Now return to the headteacher and the behaviour log. Once we recognise that behaviour incidents appear in the log only after a chain of events has taken place. The reason she was telling me the story because she’d seen through the flawed data pattern and realised they were in danger of penalising teachers for using the very system they relied on for information. The best way to improve a system that relies on teachers being willing to log incidents is to incentivise them to do so by making sure you’re trustworthy. If teachers can’t trust leaders to either interpret the data correctly or help manage incidents when they arise, why would they bother to continue using a broken system?
We may believe the log is giving us information about patterns of student behaviour but what we’re actually seeing is a survey on who uses the system, how often and for what. That doesn’t make the data useless but it does mean that it’s partial. If we want to find out where and how students behaver there is no substitute for boots on the ground.
Schools are constantly looking at selected groups: students removed from lessons, students receiving intervention, students attending revision, parents who complain, departments below target, teachers who request coaching, students entered for foundation tier, persistent absentees and children labelled as causes for concern. These categories can be useful, and often they’re necessary, but they’re never neutral. Here’s a list of some the wasy we both rely on data and routinely fall victim to collider bias:
Managing risk: removals, repeated sanctions, persistent absence and safeguarding concerns demand attention.
Rationing scarce resources; Intervention, tutoring, mentoring, pastoral time and coaching can’t be offered to everyone.
Meeting accountability demands: Disadvantaged students, SEND students, borderline candidates and persistent absentees have to be tracked.
Making messy problems easier to discuss: “Year 9 boys in science” is easier to handle than a knot of curriculum, status, staffing, routines and prior attainment.
Studying the cases that seem most relevant: Exclusions are analysed through excluded students, intervention through students in intervention, complaints through parents who complain.
Starting after the filter has already operated: By the time a student is labelled “persistent absentee” or a teacher “causing concern”, earlier decisions have already shaped the category.
Turning labels into explanations: “challenging students”, “weak teachers” and “hard-to-reach parents” begin as descriptions and harden into causes.
Comparing groups: Students who attend revision, receive intervention or get removed aren’t randomly assigned.

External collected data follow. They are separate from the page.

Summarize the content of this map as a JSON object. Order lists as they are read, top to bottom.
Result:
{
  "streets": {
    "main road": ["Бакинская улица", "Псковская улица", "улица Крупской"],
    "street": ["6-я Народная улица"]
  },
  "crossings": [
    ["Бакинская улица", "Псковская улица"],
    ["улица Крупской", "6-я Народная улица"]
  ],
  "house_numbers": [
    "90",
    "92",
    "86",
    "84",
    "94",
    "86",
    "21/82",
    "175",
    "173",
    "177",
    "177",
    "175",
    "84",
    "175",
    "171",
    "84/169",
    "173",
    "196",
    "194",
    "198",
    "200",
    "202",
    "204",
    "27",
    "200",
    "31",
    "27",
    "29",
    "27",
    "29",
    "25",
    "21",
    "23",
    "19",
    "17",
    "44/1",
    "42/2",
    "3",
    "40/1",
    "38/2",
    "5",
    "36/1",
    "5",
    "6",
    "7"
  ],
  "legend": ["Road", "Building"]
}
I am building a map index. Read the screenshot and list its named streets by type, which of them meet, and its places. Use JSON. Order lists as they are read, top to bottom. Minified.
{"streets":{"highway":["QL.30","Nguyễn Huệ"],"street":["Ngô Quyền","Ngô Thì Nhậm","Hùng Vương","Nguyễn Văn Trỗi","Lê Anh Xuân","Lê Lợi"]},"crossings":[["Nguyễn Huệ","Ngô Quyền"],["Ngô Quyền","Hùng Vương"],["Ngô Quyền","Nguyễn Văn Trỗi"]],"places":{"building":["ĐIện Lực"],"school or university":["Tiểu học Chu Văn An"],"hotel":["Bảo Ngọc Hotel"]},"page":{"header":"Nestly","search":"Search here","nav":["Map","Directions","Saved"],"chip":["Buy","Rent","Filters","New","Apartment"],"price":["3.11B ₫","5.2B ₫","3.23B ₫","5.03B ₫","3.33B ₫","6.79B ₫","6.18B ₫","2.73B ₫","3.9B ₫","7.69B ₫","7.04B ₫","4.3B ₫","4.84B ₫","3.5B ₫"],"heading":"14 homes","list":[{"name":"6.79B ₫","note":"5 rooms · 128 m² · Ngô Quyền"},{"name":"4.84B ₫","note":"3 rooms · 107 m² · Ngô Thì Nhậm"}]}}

Once a category exists, we start treating it as self evident. And what’s easy to record becomes all we know.
The easy availability of data makes it tempting to study spreadsheets instead of doing the hard, dull work running a school: visiting lesson, patrolling corridors, talking to teachers and students, looking for what isn’t logged, asking which students are invisible, examining where policies are being followed and where they’re being worked around, and considering whether the systems we put in place reward accuracy, compliance, avoidance or performance.
Knowing about collider bias doesn’t mean we should ignore evidence but that we should stop mistaking selected evidence for reality. Sometimes where the evidence looks clearest is also where it’s hardest to see the truth.
Joseph Berkson, “Limitations of the Application of Fourfold Table Analysis to Hospital Data”, 1946. Berkson showed that two diseases independent in the general population may become “spuriously associated” in hospital-based studies.
See Banack and Kaufman’s 2014 paper on the obesity paradox in cardiovascular disease. They note that many studies have reported an apparent survival advantage for obesity among people with CVD, and they discuss how selection and collider bias may help explain it.